Donald Sutherland 1935-2024
In 1971, at the height of the Vietnam War, Jane Fonda and Donald Sutherland toured an anti-war comedy show across Southeast Asia. Despite being highly controversial, it was a huge success among stationed soldiers.
A documentary crew directed by Francine Parker captured the show, which featured songs, comedy sketches, and dramatic readings, but a week after the documentary’s release, it disappeared and wasn’t seen again for nearly 50 years.
“Donald Sutherland and I were sitting in a room and Howard Levy came in and said “how about doing an anti-Bob Hope, anti-war tour for soldiers, and call it FTA, F**k the Army?” Jane Fonda told the HFPA in 2020. “Even though we called it Fun, Travel, and Adventure, or Free the Army. But there was a GI newspaper called FTA, F**k the Army. And so we really responded to Howard’s suggestion and a year later – off we went.”
Comedian and civil rights activist Dick Gregory, and folksinger and longtime activist Barbara Dane also feature.
FTA has since found a new life thanks to the restoration efforts of the Golden Globe Foundation (formerly Hollywood Foreign Press Association) and preservation group IndieCollect, who restored the negatives and fixed the color, sound and credits of the film.

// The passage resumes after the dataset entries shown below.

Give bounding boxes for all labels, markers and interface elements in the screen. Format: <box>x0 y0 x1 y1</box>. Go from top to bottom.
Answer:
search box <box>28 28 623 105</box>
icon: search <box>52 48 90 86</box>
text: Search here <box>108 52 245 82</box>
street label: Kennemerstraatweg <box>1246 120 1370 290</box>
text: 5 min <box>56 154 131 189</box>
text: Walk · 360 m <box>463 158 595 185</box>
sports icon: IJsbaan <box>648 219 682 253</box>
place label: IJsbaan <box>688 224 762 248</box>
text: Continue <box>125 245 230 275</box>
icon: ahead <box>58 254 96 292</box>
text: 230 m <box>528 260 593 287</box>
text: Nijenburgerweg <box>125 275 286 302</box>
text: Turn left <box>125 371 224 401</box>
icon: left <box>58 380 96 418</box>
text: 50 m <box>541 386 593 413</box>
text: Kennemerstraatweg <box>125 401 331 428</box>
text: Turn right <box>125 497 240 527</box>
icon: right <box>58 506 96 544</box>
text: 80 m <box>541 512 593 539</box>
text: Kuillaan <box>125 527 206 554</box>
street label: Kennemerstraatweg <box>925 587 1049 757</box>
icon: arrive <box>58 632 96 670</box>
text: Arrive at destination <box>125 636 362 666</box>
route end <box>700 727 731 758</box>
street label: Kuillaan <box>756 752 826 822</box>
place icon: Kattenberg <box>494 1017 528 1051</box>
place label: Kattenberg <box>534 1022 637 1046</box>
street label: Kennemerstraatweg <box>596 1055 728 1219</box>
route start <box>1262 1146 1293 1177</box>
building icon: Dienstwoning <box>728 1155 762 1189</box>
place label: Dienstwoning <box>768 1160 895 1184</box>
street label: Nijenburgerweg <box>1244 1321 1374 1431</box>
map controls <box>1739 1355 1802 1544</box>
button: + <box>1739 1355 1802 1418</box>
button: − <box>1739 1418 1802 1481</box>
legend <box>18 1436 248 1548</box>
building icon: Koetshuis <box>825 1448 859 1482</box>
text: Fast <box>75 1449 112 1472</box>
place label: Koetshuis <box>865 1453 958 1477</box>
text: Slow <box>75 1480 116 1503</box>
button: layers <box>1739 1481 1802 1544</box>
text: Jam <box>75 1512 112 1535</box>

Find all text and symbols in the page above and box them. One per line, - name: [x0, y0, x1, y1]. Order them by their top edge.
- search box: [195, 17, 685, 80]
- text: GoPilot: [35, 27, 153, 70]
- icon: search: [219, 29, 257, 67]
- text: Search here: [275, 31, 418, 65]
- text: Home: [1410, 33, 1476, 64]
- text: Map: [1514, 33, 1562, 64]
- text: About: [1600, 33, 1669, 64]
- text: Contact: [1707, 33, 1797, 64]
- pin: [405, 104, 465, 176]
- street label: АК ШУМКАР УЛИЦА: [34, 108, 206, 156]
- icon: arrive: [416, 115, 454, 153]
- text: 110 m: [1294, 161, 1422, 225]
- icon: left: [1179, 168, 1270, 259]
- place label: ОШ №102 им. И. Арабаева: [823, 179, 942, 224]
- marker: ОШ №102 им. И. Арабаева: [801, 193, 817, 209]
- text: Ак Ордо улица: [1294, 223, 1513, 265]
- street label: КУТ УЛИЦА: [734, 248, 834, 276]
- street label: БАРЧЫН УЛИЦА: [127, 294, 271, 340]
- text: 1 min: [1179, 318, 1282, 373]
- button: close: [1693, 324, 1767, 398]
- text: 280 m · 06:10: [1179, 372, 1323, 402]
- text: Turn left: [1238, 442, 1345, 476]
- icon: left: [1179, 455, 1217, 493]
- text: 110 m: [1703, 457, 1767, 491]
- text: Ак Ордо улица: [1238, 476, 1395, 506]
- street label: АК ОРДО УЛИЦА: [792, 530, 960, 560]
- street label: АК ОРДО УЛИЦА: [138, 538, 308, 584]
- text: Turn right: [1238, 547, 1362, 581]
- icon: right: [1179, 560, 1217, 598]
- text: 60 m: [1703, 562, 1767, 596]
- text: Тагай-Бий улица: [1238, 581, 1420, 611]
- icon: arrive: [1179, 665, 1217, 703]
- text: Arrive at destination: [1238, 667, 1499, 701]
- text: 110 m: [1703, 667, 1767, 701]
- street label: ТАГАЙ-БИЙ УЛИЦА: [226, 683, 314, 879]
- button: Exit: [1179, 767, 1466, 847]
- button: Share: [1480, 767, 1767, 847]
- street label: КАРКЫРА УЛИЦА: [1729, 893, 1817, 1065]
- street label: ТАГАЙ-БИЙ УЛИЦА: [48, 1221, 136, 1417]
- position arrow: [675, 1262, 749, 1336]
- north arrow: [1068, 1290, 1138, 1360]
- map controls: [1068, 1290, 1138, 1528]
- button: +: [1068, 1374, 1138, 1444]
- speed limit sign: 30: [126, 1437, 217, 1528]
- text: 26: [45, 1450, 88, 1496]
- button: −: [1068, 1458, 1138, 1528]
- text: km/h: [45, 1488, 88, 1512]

The 4K restoration of the documentary is available from Kino Lorber: https://kinolorber.com/list/indiecollect-kino-lorber-promo-2021
The New York Times
“…the movie is a genuine, powerful and even stirring expression of the antipathy engendered by a war that — as the author Thomas Powers recently wrote — ‘refused to be won, or lost, or understood’ and scarred the psyches of those who lived through it.” — J. Hoberman
The Guardian
With 20/20 hindsight, we can see that it was specifically because [Fonda] and her comrades loved the country that they devoted their energies and risked their reputations to better it, their criticisms the ultimate act of patriotism. — Charles Bramesco
Movie Nation
“Funny, biting and tuneful, it takes you right back there if you lived through it, and might be an eye-opener for activist “Ok, Boomer” millennials.” — Roger Moore
Alliance of Women Film Journalists / Cinema Citizen
“This is a film that records history, and it is history. It’s very good that FTA can now be seen because history seems to be repeating itself.” — Jennifer Merin
WBUR’s The Artery
“F.T.A. becomes a fascinating time capsule …The people we meet are deeply disillusioned draftees in the midst of an incredibly unpopular war that just won’t seem to end no matter how many politicians say they want it over.”